Este avance se aplica a personas que previamente se han sometido a Estimulación Cerebral Profunda, un tratamiento avanzado que, a través de los servicios de Neurología y Neurocirugía, ha beneficiado ya a 15 personas.

El paciente se conecta desde su casa por videollamada con el neurólogo, quien realiza los cambios necesarios, ajustando los parámetros del sistema para el control de algunos síntomas de la enfermedad como la rigidez o el temblor.

Todo este proceso se realiza de manera encriptada y bajo las máximas condiciones de ciberseguridad. Hasta la incorporación de la programación en remoto, estos afectados, que en muchos casos pertenecen a otras comunidades autónomas –dada la condición de centro de referencia nacional (CSUR) para cirugía funcional de Parkinson de este centro público madrileño– debían acudir físicamente a la consulta hospitalaria para la activación del neuroestimulador cerebral y la realización de los ajustes pertinentes.

El párkinson es un trastorno neurológico, crónico, degenerativo e invalidante que afecta a más de 150.000 personas en España, siendo la segunda neurodegenerativa a nivel mundial.
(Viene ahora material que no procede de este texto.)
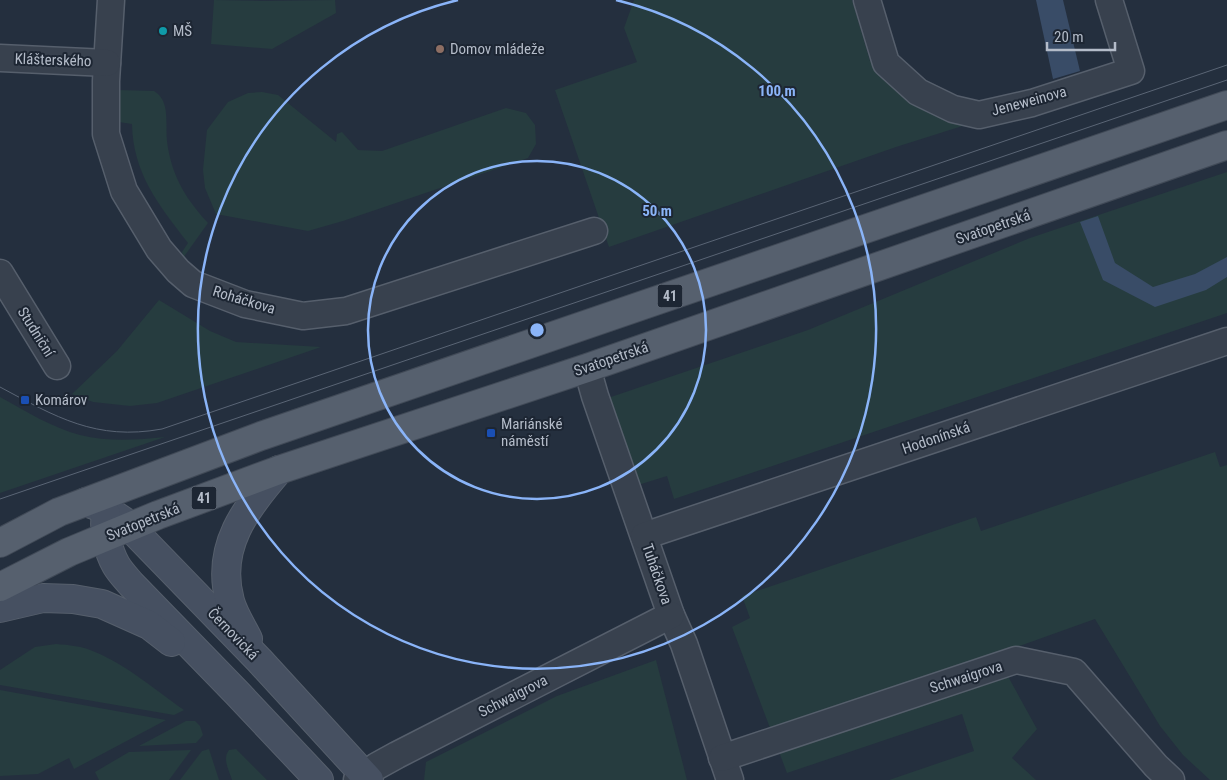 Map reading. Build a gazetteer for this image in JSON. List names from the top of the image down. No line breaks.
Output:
{"streets":{"main road":["Svatopetrská","41","Černovická"],"street":["Klášterského","Jeneweinova","Roháčkova","Studniční","Hodonínská","Tuháčkova","Schwaigrova"]},"crossings":[["Klášterského","Roháčkova"],["Svatopetrská","Tuháčkova"],["Svatopetrská","Černovická"],["Hodonínská","Tuháčkova"],["Tuháčkova","Schwaigrova"],["Černovická","Schwaigrova"]],"places":{"other":["MŠ","Domov mládeže"],"transit":["Komárov","Mariánské náměstí"]},"scale_bar":"20 m","rings":["100 m","50 m"]} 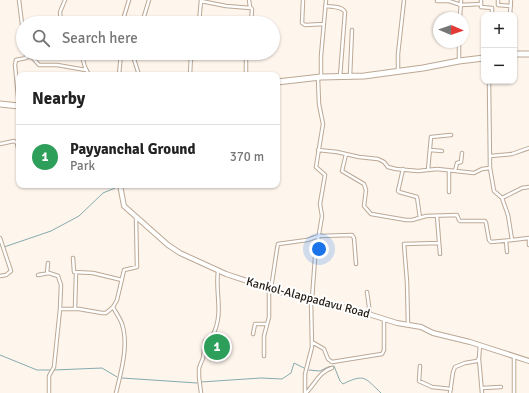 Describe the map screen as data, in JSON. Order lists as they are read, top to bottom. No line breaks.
{"streets":{"main road":["Kankol-Alappadavu Road"]},"north":"right","page":{"map_buttons":["+","−"],"search":"Search here","heading":"Nearby","list":[{"mark":"1","name":"Payyanchal Ground","note":"Park","value":"370 m"}],"pins":"1"}} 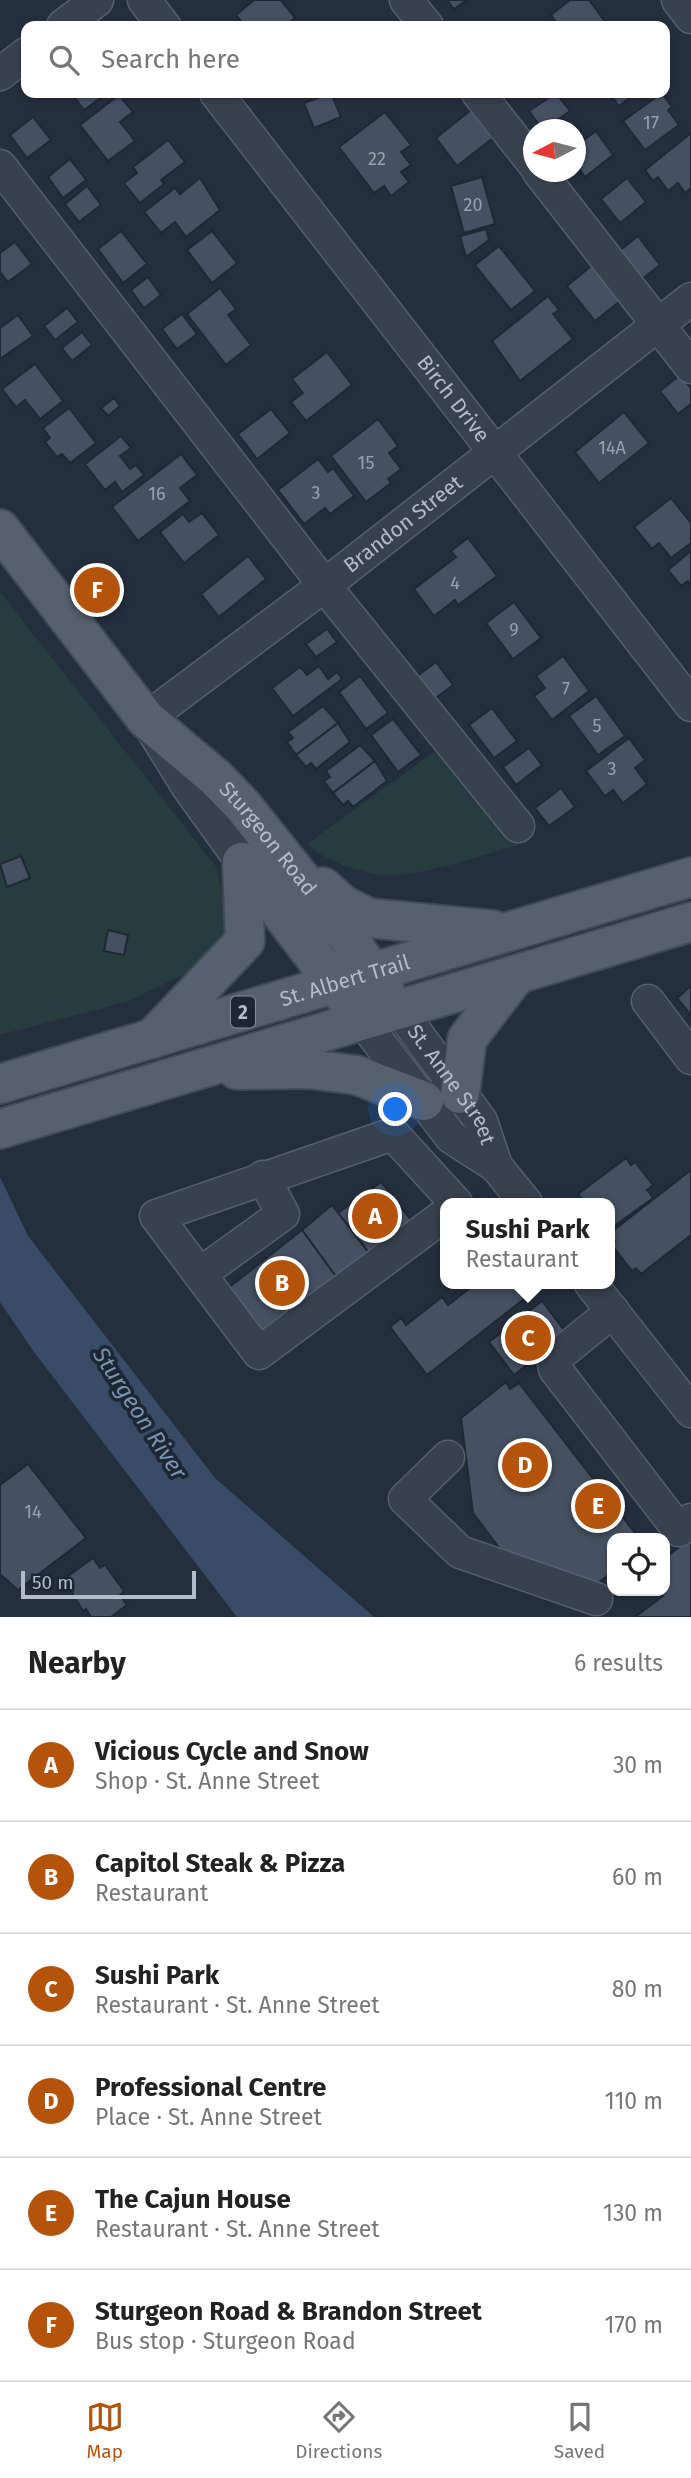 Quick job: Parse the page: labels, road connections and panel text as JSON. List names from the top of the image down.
{
  "streets": {
    "main road": ["Sturgeon Road", "St. Albert Trail", "2"],
    "street": ["Birch Drive", "Brandon Street", "St. Anne Street"]
  },
  "crossings": [
    ["Birch Drive", "Brandon Street"],
    ["Brandon Street", "Sturgeon Road"],
    ["Sturgeon Road", "St. Albert Trail"],
    ["Sturgeon Road", "St. Anne Street"],
    ["St. Albert Trail", "St. Anne Street"]
  ],
  "water": ["Sturgeon River"],
  "house_numbers": [
    "17",
    "22",
    "20",
    "14A",
    "15",
    "3",
    "16",
    "4",
    "9",
    "7",
    "5",
    "3",
    "14"
  ],
  "scale_bar": "50 m",
  "north": "left",
  "page": {
    "search": "Search here",
    "pins": [
      "F",
      "A",
      "B",
      "C",
      "D",
      "E"
    ],
    "popup": ["Sushi Park", "Restaurant"],
    "scale": "50 m",
    "heading": ["Nearby", "6 results"],
    "list": [
      {
        "mark": "A",
        "name": "Vicious Cycle and Snow",
        "note": "Shop · St. Anne Street",
        "value": "30 m"
      },
      {
        "mark": "B",
        "name": "Capitol Steak & Pizza",
        "note": "Restaurant",
        "value": "60 m"
      },
      {
        "mark": "C",
        "name": "Sushi Park",
        "note": "Restaurant · St. Anne Street",
        "value": "80 m"
      },
      {
        "mark": "D",
        "name": "Professional Centre",
        "note": "Place · St. Anne Street",
        "value": "110 m"
      },
      {
        "mark": "E",
        "name": "The Cajun House",
        "note": "Restaurant · St. Anne Street",
        "value": "130 m"
      },
      {
        "mark": "F",
        "name": "Sturgeon Road & Brandon Street",
        "note": "Bus stop · Sturgeon Road",
        "value": "170 m"
      }
    ],
    "nav": ["Map", "Directions", "Saved"]
  }
} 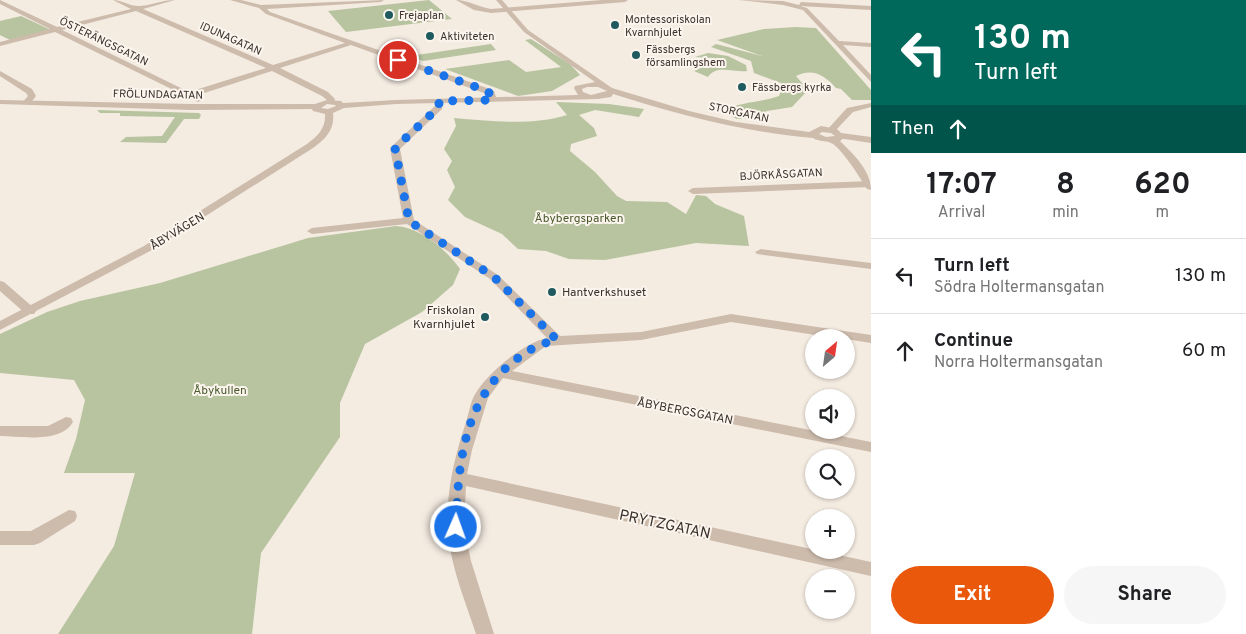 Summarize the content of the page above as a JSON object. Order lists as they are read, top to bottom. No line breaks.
{"streets":{"street":["IDUNAGATAN","ÖSTERÄNGSGATAN","FRÖLUNDAGATAN","STORGATAN","BJÖRKÅSGATAN","ÅBYVÄGEN","ÅBYBERGSGATAN","PRYTZGATAN"]},"crossings":[["IDUNAGATAN","FRÖLUNDAGATAN"],["IDUNAGATAN","ÅBYVÄGEN"],["FRÖLUNDAGATAN","ÅBYVÄGEN"]],"parks":["Åbybergsparken","Åbykullen"],"places":["Frejaplan","Montessoriskolan Kvarnhjulet","Aktiviteten","Fässbergs församlingshem","Fässbergs kyrka","Hantverkshuset","Friskolan Kvarnhjulet"],"north":"top right","page":{"turn":["130 m","Turn left"],"then":"Then","eta":["17:07","Arrival","8","min","620","m"],"list":[{"name":"Turn left","note":"Södra Holtermansgatan","value":"130 m"},{"name":"Continue","note":"Norra Holtermansgatan","value":"60 m"}],"map_buttons":["+","−"],"buttons":["Exit","Share"]}}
A medida que ésta progresa, los fármacos convencionales pierden eficacia y es necesario el empleo de terapias avanzadas como la Estimulación Cerebral Profunda.

Este tratamiento quirúrgico realizado por los servicios de Neurocirugía en colaboración con Neurología, Neurofisiología y Anestesiología, implica la implantación de electrodos en ciertas áreas del cerebro y la aplicación de corriente eléctrica a través de ellos para modular la actividad neuronal.

El sistema consta de tres componentes: los electrodos que se colocan en regiones específicas del cerebro, según la enfermedad que se esté tratando. En el caso del párkinson se implantan en las áreas relacionadas con el control del movimiento. Por otro lado, el dispositivo generador de pulsos (batería), también conocido como neuroestimulador, se coloca en el pecho del paciente y genera pulsos eléctricos. En la última fase del proceso se completa la programación y el ajuste de la batería, para enviar la corriente eléctrica a los electrodos según la necesidad de cada persona.

La Estimulación Cerebral Profunda está demostrando también sus beneficios en otras patologías como temblor esencial, la distonía o trastornos psiquiátricos como la depresión, el trastorno obsesivo compulsivo, la agresividad refractaria, la esquizofrenia y la anorexia.

Los beneficios que aporta este procedimiento quirúrgico al paciente, con el seguimiento y ajuste vía wifi, influyen positivamente en su calidad de vida, no solo al mejorar los síntomas y reducir los efectos secundarios de la medicación oral, sino también porque no tiene que desplazarse al centro sanitario a realizar los ajustes, algo importante para los enfermos que viven fuera de Madrid o de España.